Word for word, reproduce all entries below, leaving every picture out.

(Collected data)

──────

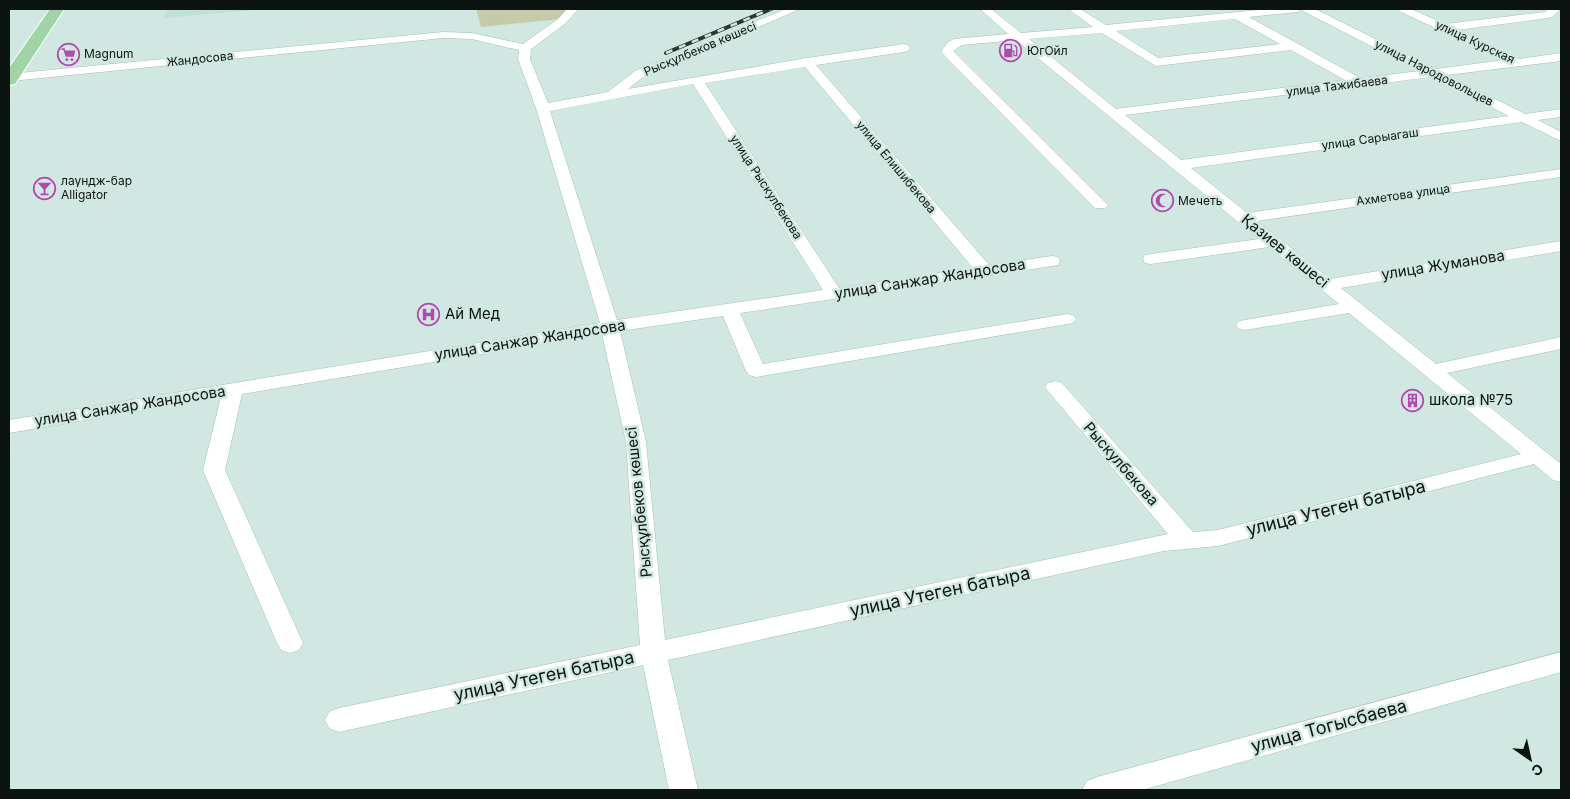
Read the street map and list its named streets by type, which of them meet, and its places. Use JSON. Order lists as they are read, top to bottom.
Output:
{
  "streets": {
    "street": [
      "улица Курская",
      "Рысқұлбеков көшесі",
      "Жандосова",
      "улица Народовольцев",
      "улица Тажибаева",
      "улица Сарыагаш",
      "улица Елишибекова",
      "улица Рыскулбекова",
      "Ахметова улица",
      "Қазиев көшесі",
      "улица Жуманова",
      "улица Санжар Жандосова",
      "Рыскулбекова",
      "улица Утеген батыра",
      "улица Тогысбаева"
    ]
  },
  "crossings": [
    ["улица Курская", "улица Тажибаева"],
    ["Рысқұлбеков көшесі", "Жандосова"],
    ["Рысқұлбеков көшесі", "улица Санжар Жандосова"],
    ["Рысқұлбеков көшесі", "улица Утеген батыра"],
    ["улица Народовольцев", "улица Тажибаева"],
    ["улица Народовольцев", "улица Сарыагаш"],
    ["улица Тажибаева", "Қазиев көшесі"],
    ["улица Сарыагаш", "Қазиев көшесі"],
    ["улица Елишибекова", "улица Санжар Жандосова"],
    ["улица Рыскулбекова", "улица Санжар Жандосова"],
    ["Ахметова улица", "Қазиев көшесі"],
    ["Қазиев көшесі", "улица Жуманова"],
    ["Қазиев көшесі", "улица Утеген батыра"],
    ["Рыскулбекова", "улица Утеген батыра"]
  ],
  "places": {
    "fuel station": ["ЮгОйл"],
    "supermarket": ["Magnum"],
    "bar": ["лаундж-бар Alligator"],
    "mosque": ["Мечеть"],
    "hospital": ["Ай Мед"],
    "building": ["школа №75"]
  },
  "north": "bottom right"
}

──────

## REPLY
Read the street map and list its named streets by type, which of them meet, and its places. Use JSON. Order lists as they are read, top to bottom.
Output:
{
  "streets": {
    "street": [
      "улица Курская",
      "Рысқұлбеков көшесі",
      "Жандосова",
      "улица Народовольцев",
      "улица Тажибаева",
      "улица Сарыагаш",
      "улица Елишибекова",
      "улица Рыскулбекова",
      "Ахметова улица",
      "Қазиев көшесі",
      "улица Жуманова",
      "улица Санжар Жандосова",
      "Рыскулбекова",
      "улица Утеген батыра",
      "улица Тогысбаева"
    ]
  },
  "crossings": [
    ["улица Курская", "улица Тажибаева"],
    ["Рысқұлбеков көшесі", "Жандосова"],
    ["Рысқұлбеков көшесі", "улица Санжар Жандосова"],
    ["Рысқұлбеков көшесі", "улица Утеген батыра"],
    ["улица Народовольцев", "улица Тажибаева"],
    ["улица Народовольцев", "улица Сарыагаш"],
    ["улица Тажибаева", "Қазиев көшесі"],
    ["улица Сарыагаш", "Қазиев көшесі"],
    ["улица Елишибекова", "улица Санжар Жандосова"],
    ["улица Рыскулбекова", "улица Санжар Жандосова"],
    ["Ахметова улица", "Қазиев көшесі"],
    ["Қазиев көшесі", "улица Жуманова"],
    ["Қазиев көшесі", "улица Утеген батыра"],
    ["Рыскулбекова", "улица Утеген батыра"]
  ],
  "places": {
    "fuel station": ["ЮгОйл"],
    "supermarket": ["Magnum"],
    "bar": ["лаундж-бар Alligator"],
    "mosque": ["Мечеть"],
    "hospital": ["Ай Мед"],
    "building": ["школа №75"]
  },
  "north": "bottom right"
}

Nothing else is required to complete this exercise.